How to Say, “I’m Sorry.”

Listen to this Podcast

Stream this episode

Transcript

I believe that one of the great marks of personal power and spiritual power is the ability to apologize and to forgive.

Often those things are seen, for some weird odd reason, as ‘weak’ things. “Oh well, I don’t want to apologize to her because that will make me look weak.” Or, “I’m not going to forgive him because if I forgive him then that gives him the power.”

People have been thinking about apology and forgiveness in the wrong ways for so long—that’s why we have so many people who are pent up, angry, frustrated, and bitter around the world.

Do you have any bitter critter friends? You know, these people that are just bitter and angry all the time? They’re mad at other people, the injustices of the world, but then when they screw up they can’t even say, “I’m sorry.” Doesn’t that drive you nuts? It’s a lack of congruence, and I think the challenge is that so many people have never really been taught how to think about these things.

Should we apologize to people? Absolutely. If we do something that causes harm or hurts someone’s feelings, even if it wasn’t our intention, even if we think it wasn’t a big deal? Yes. Because guess what?

Apologizing has nothing to do with what we think is a big deal, no matter how smart we are about justifying why someone should not feel that way. “Well she shouldn’t feel that way, so I’m not going to apologize.” It doesn’t matter if you think she should feel that way, if she feels that way, she feels that way.

Because, whatever action you did, whether it deserved to cause that emotion, if she’s having that interaction and feeling, then we ought to say, “I’m really sorry that you’re having that experience, I didn’t intend for that, but I apologize. I want to let you know I want you to be happy. I want you to feel good. I want us to have a good relationship.“

It’s turning that apology into a direct intention, a direct statement that we want things to be better.

You say, “I’m not going to apologize because when I apologize then they really hold me to the ground.” Have you ever apologized to someone and they just won’t accept the apology? They just keep getting meaner and meaner and meaner to you, making you defend yourself, defend yourself, defend yourself?

Don’t play that game. Just say, “You know what, I don’t know what else to say. I’ve totally apologized. I have really nothing else to say about the matter other than I just feel bad. I feel bad that you feel bad. None of us wants to feel bad.”
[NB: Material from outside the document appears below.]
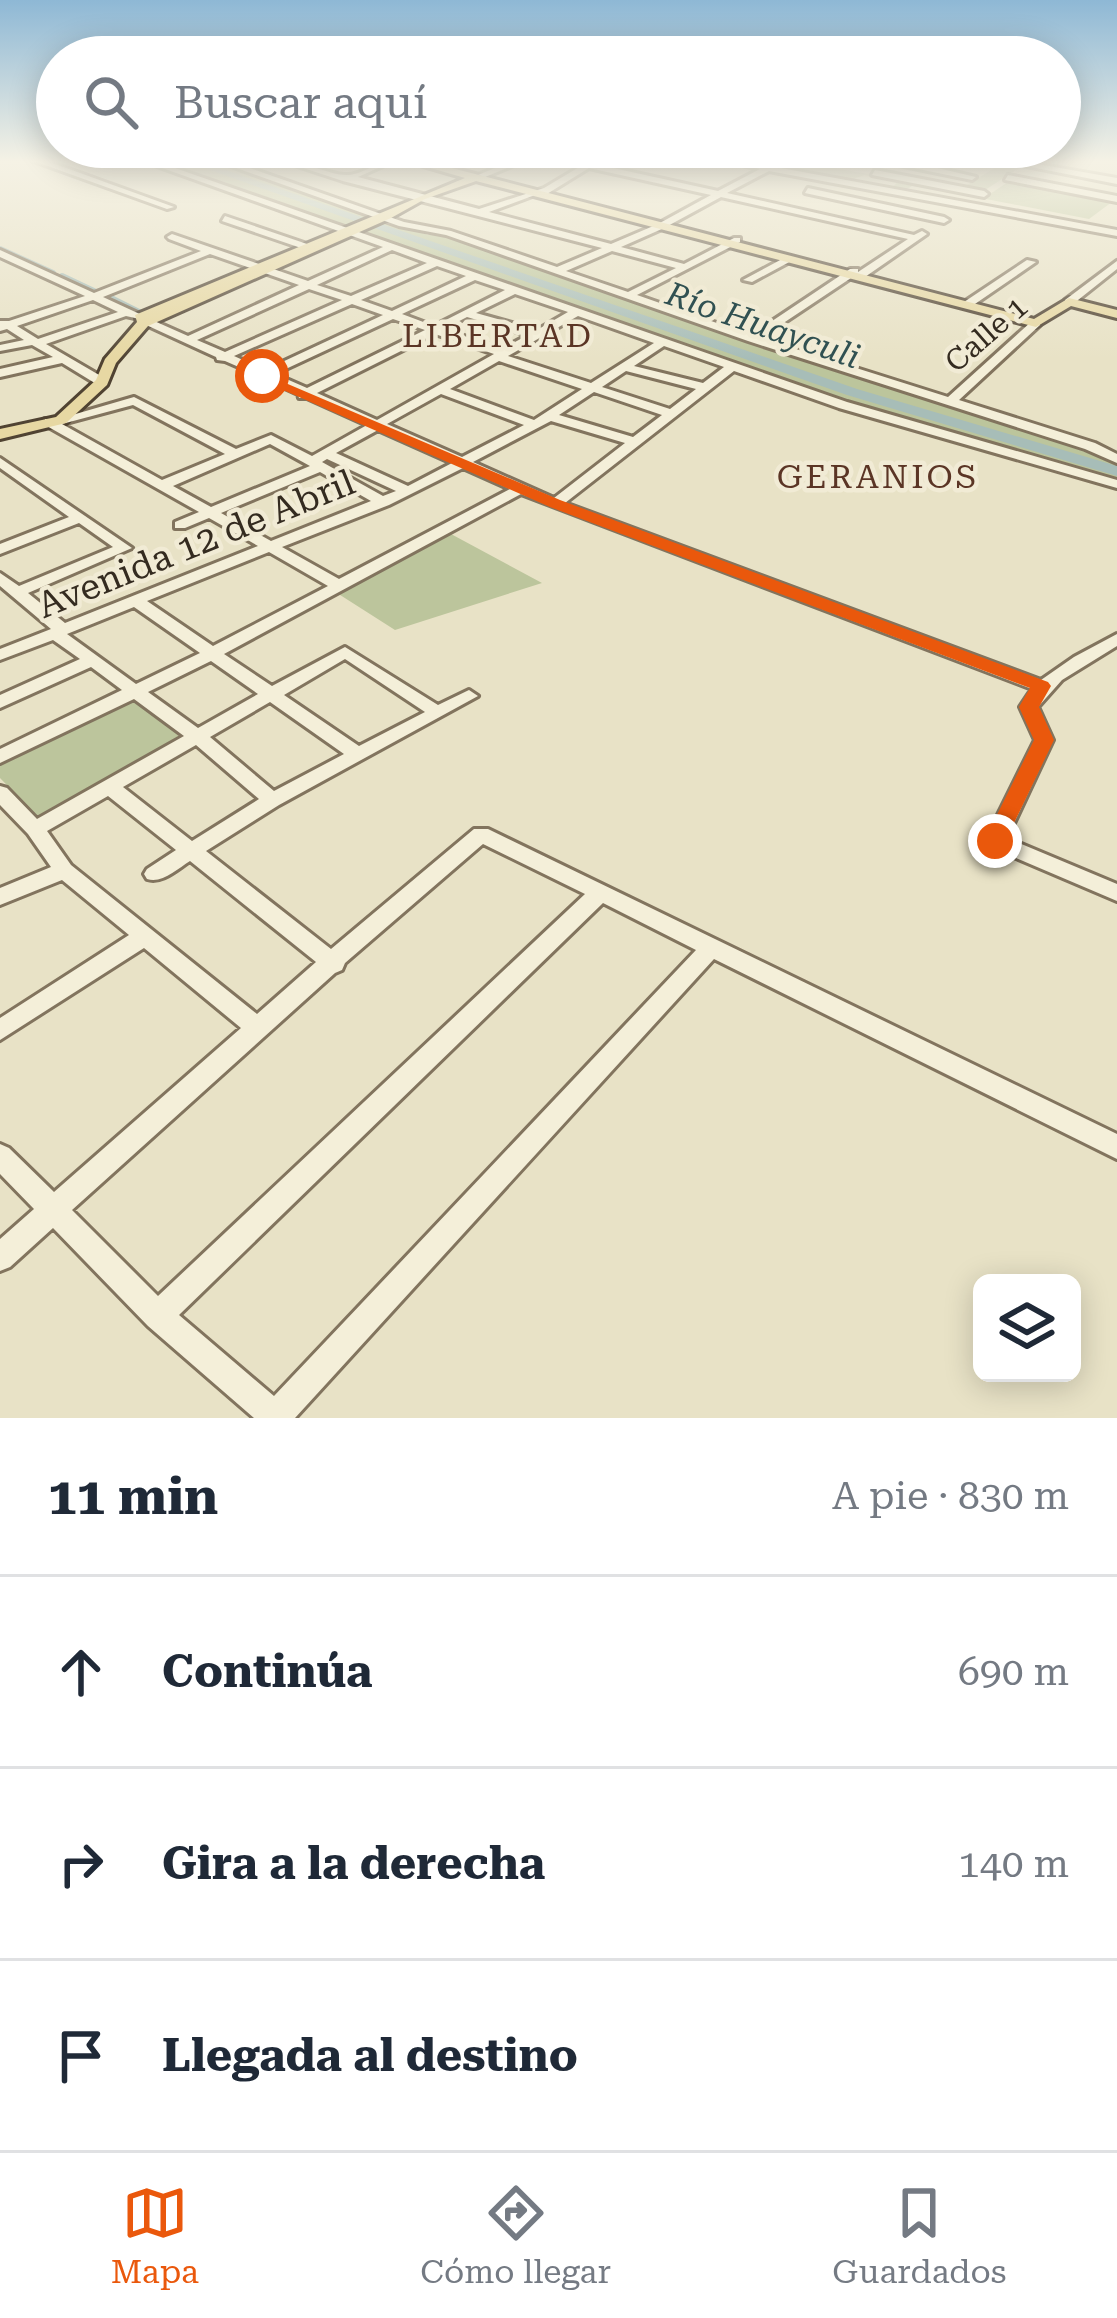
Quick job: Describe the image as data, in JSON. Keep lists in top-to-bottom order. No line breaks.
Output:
{"streets":{"main road":["Calle 1"],"street":["Avenida 12 de Abril"]},"districts":["LIBERTAD","GERANIOS"],"water":["Río Huayculi"],"page":{"search":"Buscar aquí","heading":["11 min","A pie · 830 m"],"list":[["Continúa","690 m"],["Gira a la derecha","140 m"],"Llegada al destino"],"nav":["Mapa","Cómo llegar","Guardados"]}}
Don’t let anyone drag you into their emotional drama either. Apologize with sincerity and strength, but do not allow yourself to be drawn into everyone else’s negative emotions. To allow yourself to apologize from a place of knowing you’re doing it with integrity, because you don’t want to cause harm or make anyone feel bad. To do that, but not allow yourself to give over your integrity, to allow someone now to brow beat you into submission, into beating you into a place where you’re emotionally and spiritually completely taxed, where you say I’m not going to apologize anymore.

See, when we apologize we don’t have to give away our power.

It’s coming from a place of real power that allows us to apologize, because when we’re coming from a place of real, raw, emotional and spiritual power, we can apologize because there’s no ego attached to it.

Whatever dance is going to happen after we apologize, we’re not going to be drawn into that dance of drama.

See, part of the reason we don’t want to apologize is because we fear it makes us look wrong, even if we wouldn’t say that or conceptualize that. We feel like, “If I apologize then that means I was wrong.”

What if it has nothing to do with whether or not you were wrong or right, deserved or justified? What if it’s so simple to apologize because it has nothing to do with your ego?

I’ll apologize all day long because me apologizing or pointing out any flaws that I have or any mistakes I’ve made does not diminish me as a person. It grows me as a person. It makes me stronger, more aware and more capable. I want to learn when I mess up, so when someone says you should apologize for that I say, “Okay, I apologize. “ There’s no hook to it for me. I don’t get angry about other people.

“Well, I don’t need to apologize to you, who do you think you are?” Nothing is served from that. I have no ego about these things and it’s so much easier to apologize, because it’s not about you. It’s not about protecting your own mental turf. It’s not about being right.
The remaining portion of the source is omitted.